> [Instructions for the task]: Count every line in the data below where the word "rows" appears, then state only that count.

Information shown START

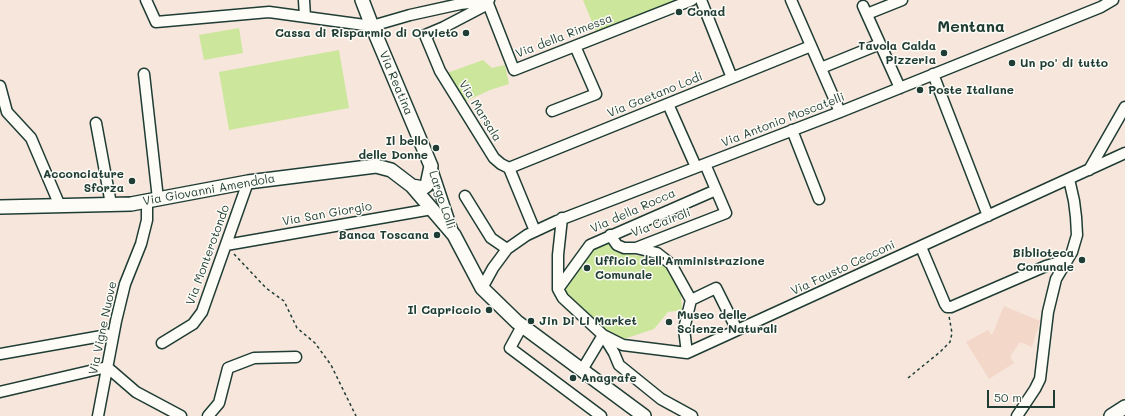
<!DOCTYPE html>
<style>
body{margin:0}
#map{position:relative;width:1125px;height:416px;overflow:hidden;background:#f7e6dc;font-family:Mali,sans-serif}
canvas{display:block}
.scale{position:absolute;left:987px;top:390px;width:68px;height:18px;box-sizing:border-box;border:2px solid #1f3d34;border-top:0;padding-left:5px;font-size:12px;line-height:14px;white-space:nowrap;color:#1f3d34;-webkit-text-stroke:3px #fdfcf7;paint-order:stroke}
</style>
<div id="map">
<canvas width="1125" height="416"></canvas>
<div class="scale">50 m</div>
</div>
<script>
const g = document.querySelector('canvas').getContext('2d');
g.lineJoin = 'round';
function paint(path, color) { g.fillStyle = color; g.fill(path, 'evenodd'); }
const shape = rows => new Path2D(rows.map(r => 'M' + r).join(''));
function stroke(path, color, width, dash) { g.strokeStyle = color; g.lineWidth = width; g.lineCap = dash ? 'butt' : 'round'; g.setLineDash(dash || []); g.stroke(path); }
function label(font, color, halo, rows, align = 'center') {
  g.font = font + ' Mali,sans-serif'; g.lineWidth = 3; g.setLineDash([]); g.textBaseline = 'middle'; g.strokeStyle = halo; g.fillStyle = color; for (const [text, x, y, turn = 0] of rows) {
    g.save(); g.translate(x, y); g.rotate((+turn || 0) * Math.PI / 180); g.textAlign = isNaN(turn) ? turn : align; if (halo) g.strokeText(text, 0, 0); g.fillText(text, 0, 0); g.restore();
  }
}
const built = shape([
 [1004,306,1040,321,1032,347,1020,342,1010,357,1014,363,989,379,966,342,988,330,992,335]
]);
const green = shape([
 [583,0,692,0,598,37],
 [239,28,243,53,204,60,199,35],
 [339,50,349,108,229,130,219,72],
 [483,60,492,68,505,65,509,84,490,90,464,102,447,73],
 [610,241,615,252,653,258,669,270,681,293,682,310,668,312,654,329,621,340,596,325,563,289,593,247]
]);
const path = shape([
 [234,254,266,288,284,301,297,328,315,343,331,365,356,416],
 [908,378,940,352,950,342,952,333,949,316]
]);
const minor = shape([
 [146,0,156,22,269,12,372,26,410,15,460,4,487,1,489,0],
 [304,0,305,17],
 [701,0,732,78],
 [791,0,840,112],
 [487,1,514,70,692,0],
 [488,4,444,27,425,35,440,71,494,158,501,164,509,168,535,231],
 [863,6,900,88],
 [867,14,902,0],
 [821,68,880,44],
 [144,74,158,199],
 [933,74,988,216],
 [0,86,7,112,31,138,60,206],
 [668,104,696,167],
 [552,111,596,94,575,46],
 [96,123,111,204],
 [792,130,819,199],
 [431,166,453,232],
 [509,168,811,46],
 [1089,170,1125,107],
 [465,196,491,238,507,249],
 [562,218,558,255,558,289,563,298,603,335,623,345,687,353,1125,153],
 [610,235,617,245,624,248,636,248,726,213,705,164],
 [226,245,432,209],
 [921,247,945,304,947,307,951,307,1046,266,1066,260],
 [636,248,657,253,671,264,691,300,684,329,687,353],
 [482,288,493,268,507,249,527,235,557,221,840,112,1101,7,1113,0],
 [558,289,590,245,716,190],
 [691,300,716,288,737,330],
 [522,326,510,348,601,416],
 [603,335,614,353,619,365,661,399,692,416],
 [162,343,193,324,202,312,248,182],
 [0,354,113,334],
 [582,370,603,335],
 [0,392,107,367,136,392,181,416],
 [98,416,116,321,125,284,141,244,147,220,147,201],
 [208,416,219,403,228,368,254,358,296,357],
 [1017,416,1035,389,1040,379,1048,312,1056,279,1072,252,1077,235,1076,217,1074,201,1069,179]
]);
const major = shape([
 [362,0,372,26,431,166,427,185,423,188,412,186],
 [0,207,131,204,248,182,376,166,391,170,412,186,454,235,482,288,517,322,644,416],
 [1111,416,1125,407]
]);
const markers = [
 [679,12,4,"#1f3d34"],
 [466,33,4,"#1f3d34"],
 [944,53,4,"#1f3d34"],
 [1012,63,4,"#1f3d34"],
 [920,90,4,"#1f3d34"],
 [436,148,4,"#1f3d34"],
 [132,181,4,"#1f3d34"],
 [437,235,4,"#1f3d34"],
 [1082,260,4,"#1f3d34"],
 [587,268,4,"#1f3d34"],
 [489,310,4,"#1f3d34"],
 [531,321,4,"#1f3d34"],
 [669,322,4,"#1f3d34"],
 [573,378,4,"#1f3d34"]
];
const poiNames = [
 ["Conad",687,12],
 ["Cassa di Risparmio di Orvieto",458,33,"right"],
 ["Tavola Calda",936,46,"right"],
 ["Pizzeria",936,60,"right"],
 ["Un po' di tutto",1020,63],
 ["Poste Italiane",928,90],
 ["Il bello",428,141,"right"],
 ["delle Donne",428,155,"right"],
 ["Acconciature",124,174,"right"],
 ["Sforza",124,188,"right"],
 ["Banca Toscana",429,235,"right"],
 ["Biblioteca",1074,253,"right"],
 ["Comunale",1074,267,"right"],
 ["Ufficio dell'Amministrazione",595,261],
 ["Comunale",595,275],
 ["Il Capriccio",481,310,"right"],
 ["Museo delle",677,315],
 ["Scienze Naturali",677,329],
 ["Jin Di Li Market",539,321],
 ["Anagrafe",581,378]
];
const streetNames = [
 ["Via della Rimessa",564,36,-21],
 ["Via Reatina",396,83,67],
 ["Via Gaetano Lodi",655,95,-22],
 ["Via Marsala",480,111,58],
 ["Via Antonio Moscatelli",783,120,-21],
 ["Via Giovanni Amendola",209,190,-10],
 ["Largo Lolli",442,200,72],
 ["Via della Rocca",633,211,-24],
 ["Via San Giorgio",327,214,-10],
 ["Via Cairoli",661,223,-20],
 ["Via Monterotondo",208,255,-70],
 ["Via Fausto Cecconi",843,268,-25],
 ["Via Vigne Nuove",103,328,-78]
];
const districtNames = [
 ["Mentana",971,27]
];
paint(built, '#f3d7c9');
paint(green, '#cce69c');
stroke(minor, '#1f3d34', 13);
stroke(major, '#1f3d34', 16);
stroke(path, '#1f3d34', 1.5, [3, 3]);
stroke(minor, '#fdfcf7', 10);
stroke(major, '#fdfcf7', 13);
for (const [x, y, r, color] of markers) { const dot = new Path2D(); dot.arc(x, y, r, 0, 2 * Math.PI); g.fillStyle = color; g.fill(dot); stroke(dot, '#fdfcf7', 1.5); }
label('bold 12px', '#1f3d34', '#fdfcf7', poiNames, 'left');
label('12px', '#1f3d34', '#fdfcf7', streetNames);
label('bold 16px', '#1f3d34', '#fdfcf7', districtNames);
</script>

Information shown END

> [Written solution]: 3